Your task => In the records below, find the line holding "Task: Convert the image" and the line holding "on one line.". Set down both, with every line between them, exactly.
+++ Data for this exercise +++
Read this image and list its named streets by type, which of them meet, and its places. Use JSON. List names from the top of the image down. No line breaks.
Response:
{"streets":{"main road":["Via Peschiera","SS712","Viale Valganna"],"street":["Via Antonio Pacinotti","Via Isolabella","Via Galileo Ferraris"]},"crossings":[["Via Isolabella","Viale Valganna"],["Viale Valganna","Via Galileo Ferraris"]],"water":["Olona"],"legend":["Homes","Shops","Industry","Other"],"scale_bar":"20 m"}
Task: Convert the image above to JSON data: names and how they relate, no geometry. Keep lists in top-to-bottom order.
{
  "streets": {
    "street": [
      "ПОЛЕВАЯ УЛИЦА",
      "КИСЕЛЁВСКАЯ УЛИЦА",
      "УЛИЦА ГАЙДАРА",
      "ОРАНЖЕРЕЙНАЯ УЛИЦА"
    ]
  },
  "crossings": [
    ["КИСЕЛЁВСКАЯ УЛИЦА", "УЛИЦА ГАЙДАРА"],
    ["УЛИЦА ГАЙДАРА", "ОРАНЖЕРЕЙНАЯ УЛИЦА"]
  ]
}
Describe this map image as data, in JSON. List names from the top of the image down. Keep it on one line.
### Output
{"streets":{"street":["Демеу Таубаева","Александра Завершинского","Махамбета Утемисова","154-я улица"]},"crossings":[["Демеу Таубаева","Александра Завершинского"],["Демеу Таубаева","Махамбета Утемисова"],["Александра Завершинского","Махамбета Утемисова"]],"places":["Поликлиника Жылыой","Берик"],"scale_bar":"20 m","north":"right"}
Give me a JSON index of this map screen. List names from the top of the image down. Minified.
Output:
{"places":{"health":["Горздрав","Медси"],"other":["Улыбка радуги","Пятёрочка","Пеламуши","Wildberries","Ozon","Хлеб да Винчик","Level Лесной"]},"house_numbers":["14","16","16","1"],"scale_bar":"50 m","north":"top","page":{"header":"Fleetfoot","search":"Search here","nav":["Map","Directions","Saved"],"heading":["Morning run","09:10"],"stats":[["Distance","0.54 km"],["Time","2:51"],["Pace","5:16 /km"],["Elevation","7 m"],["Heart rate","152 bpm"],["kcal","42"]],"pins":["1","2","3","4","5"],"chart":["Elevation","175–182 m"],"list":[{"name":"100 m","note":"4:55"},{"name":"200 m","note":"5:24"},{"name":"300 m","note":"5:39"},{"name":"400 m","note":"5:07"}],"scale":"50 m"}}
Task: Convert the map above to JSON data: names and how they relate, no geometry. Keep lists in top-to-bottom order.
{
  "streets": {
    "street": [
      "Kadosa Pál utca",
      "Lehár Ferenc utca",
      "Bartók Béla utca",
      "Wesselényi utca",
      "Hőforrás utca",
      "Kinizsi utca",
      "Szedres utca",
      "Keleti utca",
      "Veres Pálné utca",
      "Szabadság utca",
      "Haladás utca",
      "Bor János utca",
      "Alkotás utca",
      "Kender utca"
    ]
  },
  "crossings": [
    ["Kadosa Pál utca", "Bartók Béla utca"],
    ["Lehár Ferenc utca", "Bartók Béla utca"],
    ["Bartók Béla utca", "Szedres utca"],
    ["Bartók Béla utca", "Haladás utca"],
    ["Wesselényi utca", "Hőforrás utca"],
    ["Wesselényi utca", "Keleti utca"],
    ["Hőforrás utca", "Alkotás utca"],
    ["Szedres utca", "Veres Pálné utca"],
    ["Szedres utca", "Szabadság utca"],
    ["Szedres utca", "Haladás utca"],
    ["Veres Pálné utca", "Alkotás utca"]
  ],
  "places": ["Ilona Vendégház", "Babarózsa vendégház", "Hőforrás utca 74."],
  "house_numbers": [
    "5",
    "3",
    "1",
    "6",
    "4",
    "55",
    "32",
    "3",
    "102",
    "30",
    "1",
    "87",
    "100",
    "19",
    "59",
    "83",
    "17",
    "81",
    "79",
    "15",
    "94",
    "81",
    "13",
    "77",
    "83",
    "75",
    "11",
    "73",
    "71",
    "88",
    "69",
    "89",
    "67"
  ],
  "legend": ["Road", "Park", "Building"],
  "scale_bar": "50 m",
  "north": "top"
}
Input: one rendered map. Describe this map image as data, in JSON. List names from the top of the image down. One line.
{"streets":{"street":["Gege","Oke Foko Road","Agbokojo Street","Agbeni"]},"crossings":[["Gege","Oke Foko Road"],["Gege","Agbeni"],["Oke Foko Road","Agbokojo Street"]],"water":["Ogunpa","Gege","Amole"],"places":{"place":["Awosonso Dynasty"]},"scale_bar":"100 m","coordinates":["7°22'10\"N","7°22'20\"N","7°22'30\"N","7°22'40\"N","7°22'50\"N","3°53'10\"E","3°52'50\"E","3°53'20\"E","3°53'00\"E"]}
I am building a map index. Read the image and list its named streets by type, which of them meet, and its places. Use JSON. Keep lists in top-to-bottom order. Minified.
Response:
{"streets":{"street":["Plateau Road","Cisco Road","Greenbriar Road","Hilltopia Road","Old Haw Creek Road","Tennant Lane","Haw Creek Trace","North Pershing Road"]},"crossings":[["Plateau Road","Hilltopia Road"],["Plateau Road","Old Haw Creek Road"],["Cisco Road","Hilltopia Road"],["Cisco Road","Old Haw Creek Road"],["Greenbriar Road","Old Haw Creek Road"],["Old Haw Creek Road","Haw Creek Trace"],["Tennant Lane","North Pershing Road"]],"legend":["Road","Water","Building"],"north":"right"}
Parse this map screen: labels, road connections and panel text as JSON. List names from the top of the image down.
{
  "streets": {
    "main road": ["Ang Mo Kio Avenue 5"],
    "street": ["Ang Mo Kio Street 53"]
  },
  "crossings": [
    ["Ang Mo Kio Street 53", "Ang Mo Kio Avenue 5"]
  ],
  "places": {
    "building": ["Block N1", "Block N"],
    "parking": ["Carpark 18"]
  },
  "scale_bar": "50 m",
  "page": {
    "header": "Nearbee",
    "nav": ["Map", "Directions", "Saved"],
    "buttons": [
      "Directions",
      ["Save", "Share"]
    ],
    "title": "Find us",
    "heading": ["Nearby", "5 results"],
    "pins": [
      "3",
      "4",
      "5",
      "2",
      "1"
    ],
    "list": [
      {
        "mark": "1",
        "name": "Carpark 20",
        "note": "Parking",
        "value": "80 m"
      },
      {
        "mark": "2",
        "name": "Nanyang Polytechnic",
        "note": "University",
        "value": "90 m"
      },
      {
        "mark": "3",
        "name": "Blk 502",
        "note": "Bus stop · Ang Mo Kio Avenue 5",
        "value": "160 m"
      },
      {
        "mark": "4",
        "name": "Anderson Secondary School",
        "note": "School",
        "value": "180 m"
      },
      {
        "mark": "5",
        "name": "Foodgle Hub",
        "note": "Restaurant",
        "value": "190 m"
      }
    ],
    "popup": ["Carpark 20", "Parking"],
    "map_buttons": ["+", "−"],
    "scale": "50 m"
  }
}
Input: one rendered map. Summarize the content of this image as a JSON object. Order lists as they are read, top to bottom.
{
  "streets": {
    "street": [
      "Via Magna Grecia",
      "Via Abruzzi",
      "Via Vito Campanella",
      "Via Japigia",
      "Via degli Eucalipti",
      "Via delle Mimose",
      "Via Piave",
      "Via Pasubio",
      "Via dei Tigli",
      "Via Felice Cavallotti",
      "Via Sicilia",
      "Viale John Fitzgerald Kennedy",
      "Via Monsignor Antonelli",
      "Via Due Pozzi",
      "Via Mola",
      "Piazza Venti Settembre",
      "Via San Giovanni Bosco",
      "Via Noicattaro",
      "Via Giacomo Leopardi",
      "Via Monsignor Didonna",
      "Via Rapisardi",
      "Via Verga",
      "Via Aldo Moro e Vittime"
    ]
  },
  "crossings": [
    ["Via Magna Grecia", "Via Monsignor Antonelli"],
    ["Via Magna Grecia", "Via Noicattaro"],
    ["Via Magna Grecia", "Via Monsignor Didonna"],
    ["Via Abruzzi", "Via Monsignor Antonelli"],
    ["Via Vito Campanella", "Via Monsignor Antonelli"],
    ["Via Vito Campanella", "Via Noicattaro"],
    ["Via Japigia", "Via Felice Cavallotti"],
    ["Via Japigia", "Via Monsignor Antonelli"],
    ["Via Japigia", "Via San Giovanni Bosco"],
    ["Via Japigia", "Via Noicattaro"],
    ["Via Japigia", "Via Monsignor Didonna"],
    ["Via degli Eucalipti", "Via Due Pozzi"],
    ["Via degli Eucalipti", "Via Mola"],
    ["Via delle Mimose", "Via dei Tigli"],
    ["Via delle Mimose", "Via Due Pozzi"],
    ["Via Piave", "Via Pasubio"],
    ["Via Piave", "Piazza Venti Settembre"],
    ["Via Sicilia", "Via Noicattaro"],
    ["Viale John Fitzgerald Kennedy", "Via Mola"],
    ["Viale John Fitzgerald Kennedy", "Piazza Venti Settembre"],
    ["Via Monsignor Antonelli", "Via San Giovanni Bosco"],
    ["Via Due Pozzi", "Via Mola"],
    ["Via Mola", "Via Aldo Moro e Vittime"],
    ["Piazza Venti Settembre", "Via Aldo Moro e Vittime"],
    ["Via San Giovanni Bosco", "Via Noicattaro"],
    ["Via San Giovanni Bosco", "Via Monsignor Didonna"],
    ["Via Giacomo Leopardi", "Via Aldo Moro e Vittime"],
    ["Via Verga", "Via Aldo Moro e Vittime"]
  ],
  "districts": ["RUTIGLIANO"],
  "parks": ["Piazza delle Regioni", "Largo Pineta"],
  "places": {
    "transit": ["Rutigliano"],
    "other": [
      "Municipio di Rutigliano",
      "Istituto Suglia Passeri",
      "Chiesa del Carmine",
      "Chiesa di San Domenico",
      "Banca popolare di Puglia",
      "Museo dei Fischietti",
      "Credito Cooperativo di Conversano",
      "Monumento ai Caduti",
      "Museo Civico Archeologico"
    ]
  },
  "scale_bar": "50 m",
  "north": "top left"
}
+++
Output of the task =>
Task: Convert the image above to JSON data: names and how they relate, no geometry. Keep lists in top-to-bottom order.
{
  "streets": {
    "street": [
      "ПОЛЕВАЯ УЛИЦА",
      "КИСЕЛЁВСКАЯ УЛИЦА",
      "УЛИЦА ГАЙДАРА",
      "ОРАНЖЕРЕЙНАЯ УЛИЦА"
    ]
  },
  "crossings": [
    ["КИСЕЛЁВСКАЯ УЛИЦА", "УЛИЦА ГАЙДАРА"],
    ["УЛИЦА ГАЙДАРА", "ОРАНЖЕРЕЙНАЯ УЛИЦА"]
  ]
}
Describe this map image as data, in JSON. List names from the top of the image down. Keep it on one line.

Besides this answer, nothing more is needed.